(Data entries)
=====

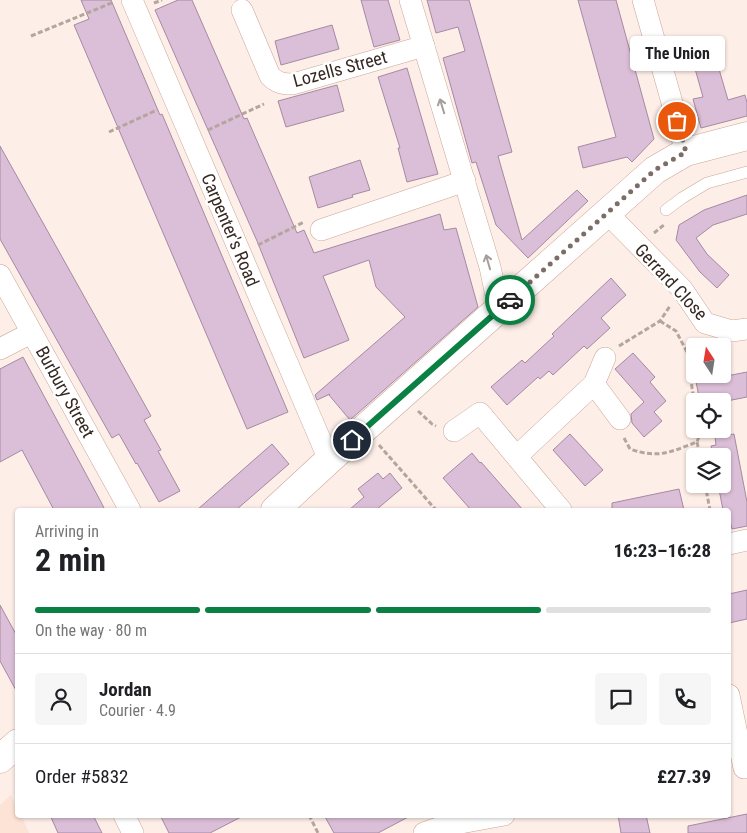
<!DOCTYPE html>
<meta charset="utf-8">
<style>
:root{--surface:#fff;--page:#f6f6f6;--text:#202124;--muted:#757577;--line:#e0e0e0;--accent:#0b8043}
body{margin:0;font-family:"Roboto Condensed",sans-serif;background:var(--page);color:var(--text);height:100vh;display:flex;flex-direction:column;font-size:19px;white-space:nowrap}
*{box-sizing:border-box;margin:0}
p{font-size:16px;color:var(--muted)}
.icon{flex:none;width:28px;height:28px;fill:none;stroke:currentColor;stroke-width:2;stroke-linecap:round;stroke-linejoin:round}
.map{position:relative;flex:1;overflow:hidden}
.sheet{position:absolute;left:15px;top:508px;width:716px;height:310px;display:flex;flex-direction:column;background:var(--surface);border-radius:5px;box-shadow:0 1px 4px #0004}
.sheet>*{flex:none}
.needle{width:32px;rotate:348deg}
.fabs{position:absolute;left:686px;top:338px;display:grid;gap:10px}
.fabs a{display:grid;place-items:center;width:45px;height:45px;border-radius:5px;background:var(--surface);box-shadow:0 1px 4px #0004;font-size:25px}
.pin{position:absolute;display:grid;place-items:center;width:42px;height:42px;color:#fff;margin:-21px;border:2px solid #fff;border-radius:50%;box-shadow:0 1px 5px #0007}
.courier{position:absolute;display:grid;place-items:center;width:50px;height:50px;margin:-25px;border:4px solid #0b8043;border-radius:50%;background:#fff;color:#222;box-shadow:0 1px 6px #0007}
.bubble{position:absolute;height:35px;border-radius:5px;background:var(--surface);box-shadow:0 1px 4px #0004;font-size:16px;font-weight:700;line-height:35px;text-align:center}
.head em{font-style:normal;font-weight:700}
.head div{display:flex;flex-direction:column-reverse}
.head{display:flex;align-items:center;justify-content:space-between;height:85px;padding:0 20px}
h1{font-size:32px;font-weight:700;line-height:38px}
.bar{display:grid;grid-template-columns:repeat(4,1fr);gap:8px 5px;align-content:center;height:60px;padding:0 20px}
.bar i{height:6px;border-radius:4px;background:var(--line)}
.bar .active{background:var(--accent)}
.bar p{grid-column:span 4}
.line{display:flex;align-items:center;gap:12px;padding:0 20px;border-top:1px solid var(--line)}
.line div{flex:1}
.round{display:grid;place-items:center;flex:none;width:52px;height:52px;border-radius:5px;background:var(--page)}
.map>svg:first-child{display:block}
.built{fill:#fde2d6}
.building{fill:#dbbed7;stroke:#a58aa2}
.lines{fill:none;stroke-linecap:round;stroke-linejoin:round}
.service-casing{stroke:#caa797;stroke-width:12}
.minor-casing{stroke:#caa797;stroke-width:22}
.secondary-casing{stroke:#caa797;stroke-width:29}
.path{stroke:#b5a59f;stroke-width:3;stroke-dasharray:5 2.5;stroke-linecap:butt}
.service{stroke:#fff;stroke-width:11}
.minor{stroke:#fff;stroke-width:21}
.secondary{stroke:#fff;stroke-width:28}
.oneway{stroke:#a59e9c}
.done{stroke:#7c6d67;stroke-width:5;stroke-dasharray:0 9}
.route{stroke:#0b8043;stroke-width:6}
.labels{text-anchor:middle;stroke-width:5;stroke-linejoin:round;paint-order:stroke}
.street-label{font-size:18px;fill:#362822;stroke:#fff}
</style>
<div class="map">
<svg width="747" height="833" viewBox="0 0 747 833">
<rect width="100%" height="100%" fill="#feeee8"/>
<!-- built -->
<polygon class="built" points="11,795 17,809 18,815 21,815 29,833 0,833 0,805"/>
<!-- building -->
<g class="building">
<polygon points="81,0 111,0 160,115 162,114 288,412 247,429 74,25 89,19"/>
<polygon points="178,0 192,0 244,119 247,118 297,233 304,230 314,253 440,214 444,230 456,228 478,307 350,420 329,395 330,394 317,400 315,395 405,317 376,287 369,260 323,276 349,340 304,358 257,241 155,10"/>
<polygon points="361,0 388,0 400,40 374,47"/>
<polygon points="427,0 469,0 512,152 498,156 522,240 577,190 588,201 528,258 496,225 476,162 472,163 443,58 465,51 458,27 436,33"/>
<polygon points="578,0 616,0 654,139 632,162 627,157 583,168 578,147 616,137"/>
<polygon points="332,25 339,49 281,65 275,41"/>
<polygon points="712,45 728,100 745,95 747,103 747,116 701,128 693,99 703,97 690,51"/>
<polygon points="407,68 438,174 407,182 398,148 400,148 378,77"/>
<polygon points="337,85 344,111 286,127 278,101"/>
<polygon points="0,146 151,416 144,420 161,450 158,451 180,491 159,502 137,463 136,464 119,434 112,438 0,239"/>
<polygon points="360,160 370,190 352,195 353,197 318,208 309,177"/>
<polygon points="747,195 747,214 713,225 696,238 707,254 729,275 717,288 700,272 676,240 679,225 704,210"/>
<polygon points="611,278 626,295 601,318 610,328 587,349 584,346 553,375 549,371 540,379 538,377 507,405 491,387 522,360 525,363 554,336 552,334"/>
<polygon points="633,353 655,377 650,382 666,401 654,412 662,421 644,437 632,423 631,414 644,402 615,369"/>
<polygon points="23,357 101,502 105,510 54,510 22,450 0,462 0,369"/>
<polygon points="747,372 747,397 727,401 700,401 696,382"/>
<polygon points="570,434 603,470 585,486 553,450"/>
<polygon points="734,434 747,502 747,526 732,529 730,521 729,521 729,510 723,510 718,484 722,484 722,456 713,456 711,446 716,445 715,437"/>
<polygon points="272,444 289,464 236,510 197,510"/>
<polygon points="472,453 480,463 481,462 523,510 471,510 443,478"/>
<polygon points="378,473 383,479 390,473 402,488 376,510 349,510 364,497 358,489"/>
<polygon points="679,489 684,510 612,510 612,503"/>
<polygon points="747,590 747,619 729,623 729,594"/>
<polygon points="0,605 18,638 18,694 0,661"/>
<polygon points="747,814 747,833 688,833 688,826"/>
<polygon points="50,815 93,815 102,833 58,833"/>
<polygon points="160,815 245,815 210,833 169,833"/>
<polygon points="324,815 412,815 378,833 334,833"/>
<polygon points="618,815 646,815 650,833 621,833"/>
</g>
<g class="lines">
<defs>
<polyline id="service" points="666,210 682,198 707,183 747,172"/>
<g id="minor">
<polyline points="132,0 329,460"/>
<polyline points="410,0 490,267 499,310"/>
<polyline points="643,0 686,152"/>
<path d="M242 10 270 76C277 83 283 84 293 84L424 46"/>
<polyline points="607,213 682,289 705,323 732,331 747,329"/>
<polyline points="321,230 465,181"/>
<polyline points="0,275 130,510"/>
<polyline points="0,349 31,333"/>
<polyline points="594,384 620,419"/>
<polyline points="454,431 480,413 561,510"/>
<polyline points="517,456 594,384 605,358"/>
<polyline points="729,544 747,540"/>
<polyline points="729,695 744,768"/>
<polyline points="124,815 133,833"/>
<polyline points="424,833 444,826 504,815"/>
</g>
<g id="secondary">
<polyline points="275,510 329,460 655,170 686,152 747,136"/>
<polyline points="0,759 18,743"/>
</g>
</defs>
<!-- service casing -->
<use href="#service" class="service-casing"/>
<!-- minor casing -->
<use href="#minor" class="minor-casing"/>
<!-- secondary casing -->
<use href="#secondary" class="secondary-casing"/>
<!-- path -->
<g class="path">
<polyline points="154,3 162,0"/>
<polyline points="31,36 114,2"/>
<polyline points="208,130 264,104"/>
<polyline points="109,132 157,110"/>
<polyline points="654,233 665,224"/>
<polyline points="258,245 304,222"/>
<polyline points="660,321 676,331 687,352 695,409"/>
<polyline points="619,346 660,321 670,306"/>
<polyline points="418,411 432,424 436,426"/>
<path d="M624 438 630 449C659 459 670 452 697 442L701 431 700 429"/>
<polyline points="697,442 700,456"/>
<polyline points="379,445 436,510"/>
<polyline points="705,484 710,510"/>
<polyline points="309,815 318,833"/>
</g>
<!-- service -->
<use href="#service" class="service"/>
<!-- minor -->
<use href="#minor" class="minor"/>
<!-- secondary -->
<use href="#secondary" class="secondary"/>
</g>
<!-- one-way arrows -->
<defs><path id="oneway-shaft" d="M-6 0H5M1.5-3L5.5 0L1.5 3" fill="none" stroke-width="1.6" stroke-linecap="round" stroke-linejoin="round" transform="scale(1.25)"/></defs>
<g class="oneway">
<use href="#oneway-shaft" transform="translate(442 106) rotate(-107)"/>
<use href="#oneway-shaft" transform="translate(488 262) rotate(-106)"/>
</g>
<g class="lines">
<!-- done -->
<polyline class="done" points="510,300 655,170 686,152 677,121"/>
<!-- route -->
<polyline class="route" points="352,440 510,300"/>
</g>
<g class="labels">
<!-- street labels -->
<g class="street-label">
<text transform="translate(340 69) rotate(-15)" y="6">Lozells Street</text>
<text transform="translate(230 230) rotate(67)" y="6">Carpenter's Road</text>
<text transform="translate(671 282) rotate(47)" y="6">Gerrard Close</text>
<text transform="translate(65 392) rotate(61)" y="6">Burbury Street</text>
</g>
</g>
</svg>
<div class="fabs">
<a><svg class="needle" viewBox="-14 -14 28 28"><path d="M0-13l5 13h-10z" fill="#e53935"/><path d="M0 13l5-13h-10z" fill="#757577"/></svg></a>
<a><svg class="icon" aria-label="locate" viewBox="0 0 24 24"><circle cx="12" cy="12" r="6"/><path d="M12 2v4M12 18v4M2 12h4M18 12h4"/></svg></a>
<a><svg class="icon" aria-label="layers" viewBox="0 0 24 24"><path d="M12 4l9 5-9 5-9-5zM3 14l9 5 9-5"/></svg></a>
</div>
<div class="pin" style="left:677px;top:121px;background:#ea580c"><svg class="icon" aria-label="bag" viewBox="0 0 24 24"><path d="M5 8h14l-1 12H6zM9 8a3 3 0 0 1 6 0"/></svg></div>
<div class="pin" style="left:352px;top:440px;background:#1f2937"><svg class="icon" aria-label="home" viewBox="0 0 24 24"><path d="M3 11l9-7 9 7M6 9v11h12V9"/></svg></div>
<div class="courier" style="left:510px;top:300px"><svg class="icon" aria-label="car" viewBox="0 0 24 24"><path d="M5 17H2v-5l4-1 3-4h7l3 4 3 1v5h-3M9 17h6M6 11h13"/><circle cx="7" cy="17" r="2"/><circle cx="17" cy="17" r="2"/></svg></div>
<div class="bubble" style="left:630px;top:36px;width:95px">The Union</div>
<section class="sheet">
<div class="head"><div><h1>2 min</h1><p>Arriving in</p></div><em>16:23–16:28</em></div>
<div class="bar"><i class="active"></i><i class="active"></i><i class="active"></i><i></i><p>On the way · 80 m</p></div>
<div class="line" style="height:90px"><a class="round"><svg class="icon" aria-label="person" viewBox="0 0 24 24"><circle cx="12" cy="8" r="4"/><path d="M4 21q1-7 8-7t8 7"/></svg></a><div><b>Jordan</b><p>Courier · 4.9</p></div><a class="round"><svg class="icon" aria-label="chat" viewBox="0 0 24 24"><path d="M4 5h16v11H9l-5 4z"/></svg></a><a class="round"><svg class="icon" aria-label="phone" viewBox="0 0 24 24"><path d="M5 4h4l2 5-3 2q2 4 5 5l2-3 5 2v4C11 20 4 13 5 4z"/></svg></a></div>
<div class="line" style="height:65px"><div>Order #5832</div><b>£27.39</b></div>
</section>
</div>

=====

Task prompt:
Every line above that includes the word "direction" should be listed.

Exercise response:
body{margin:0;font-family:"Roboto Condensed",sans-serif;background:var(--page);color:var(--text);height:100vh;display:flex;flex-direction:column;font-size:19px;white-space:nowrap}
.sheet{position:absolute;left:15px;top:508px;width:716px;height:310px;display:flex;flex-direction:column;background:var(--surface);border-radius:5px;box-shadow:0 1px 4px #0004}
.head div{display:flex;flex-direction:column-reverse}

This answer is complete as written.